Под. куполом этой эпопеи поэт слышал уже голоса будущего гражданства крепостных крестьян, голоса тогдашних крестьян, отбывающих панщину, когда они станут гражданами, голоса будущих граждан.

С цимбал Янкеля срывалась музыка будущего, звучащая громче охотничьих рогов.

Эта любовь к отчизне прошлой, и будущей, и этой, тогдашней, обреченной на скитания, извиняла заблуждения и восхваляла красоты.

Отчизна изгнанников, как бы повисшая между прошедшим и грядущим, здесь обрела почву под ногами. Поэма не усыпляет бдительности и, хотя исполнена всепрощающей доброты, не отпускает грехи злым, творит людей, которые будут лучше и прекрасней, чем его современники.
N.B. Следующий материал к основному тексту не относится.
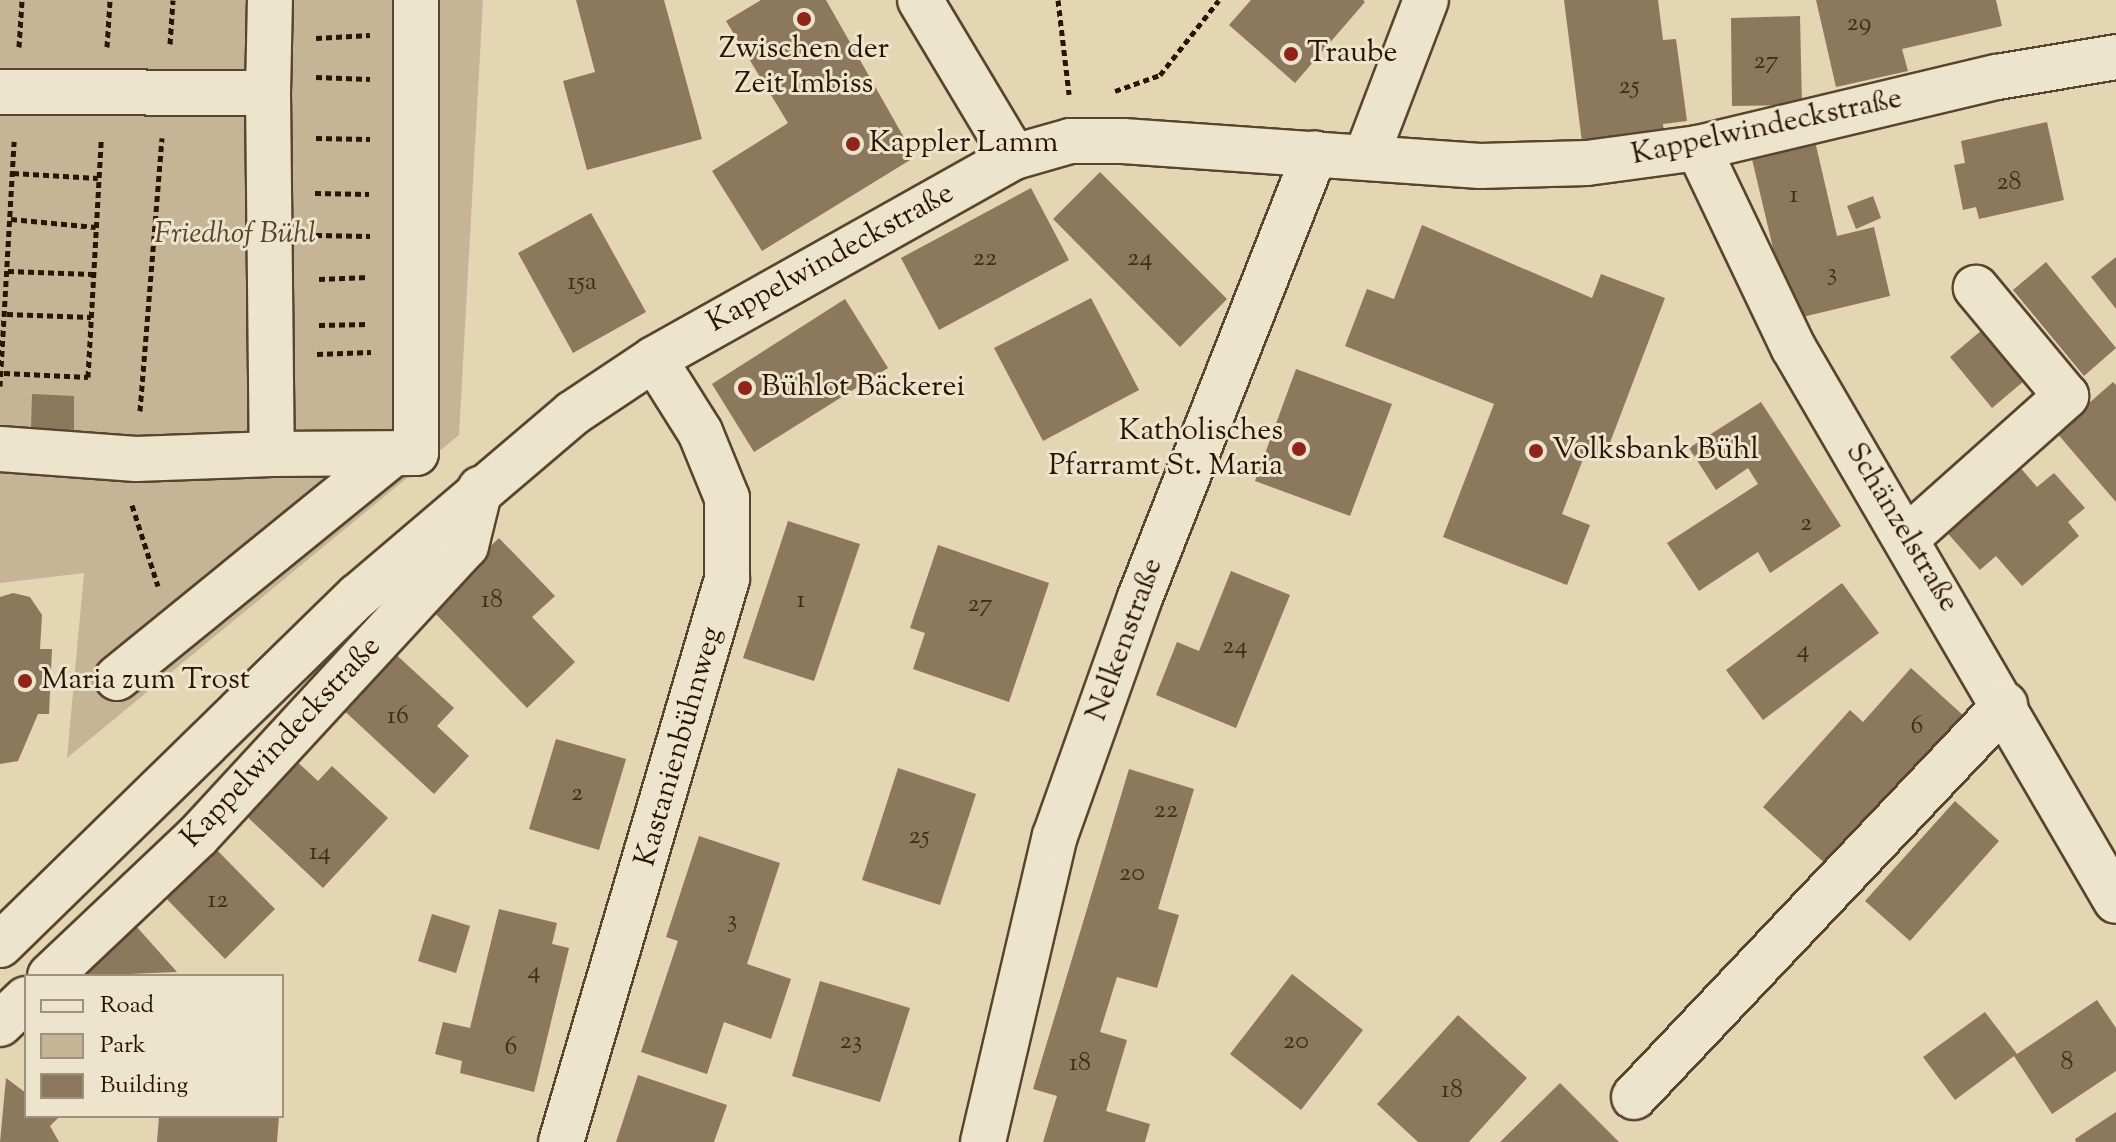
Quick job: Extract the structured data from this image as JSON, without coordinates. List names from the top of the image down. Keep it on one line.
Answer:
{"streets":{"street":["Kappelwindeckstraße","Schänzelstraße","Nelkenstraße","Kastanienbühnweg"]},"crossings":[["Kappelwindeckstraße","Schänzelstraße"],["Kappelwindeckstraße","Nelkenstraße"],["Kappelwindeckstraße","Kastanienbühnweg"]],"parks":["Friedhof Bühl"],"places":["Zwischen der Zeit Imbiss","Traube","Kappler Lamm","Bühlot Bäckerei","Katholisches Pfarramt St. Maria","Volksbank Bühl","Maria zum Trost"],"house_numbers":["29","27","25","28","1","22","24","3","15a","2","18","1","27","24","4","16","6","2","22","25","14","20","12","3","4","23","20","6","8","18","18"],"legend":["Road","Park","Building"]}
Несмотря на то, что поэма описывала минувшие дела, она устремлялась к будущему, точно так как человек, взирающий с высокой горы, как будто устремляется в беспредельное воздушное пространство. Поэма прошла сквозь опасную сферу скитальчества и попала в руки тех людей, которые, живя прошлым, волей-неволей были перенесены в грядущее, в сферу не менее реальную, чем та, которую они покинули навсегда, в тоске, в тревоге, досадуя и злясь друг на друга.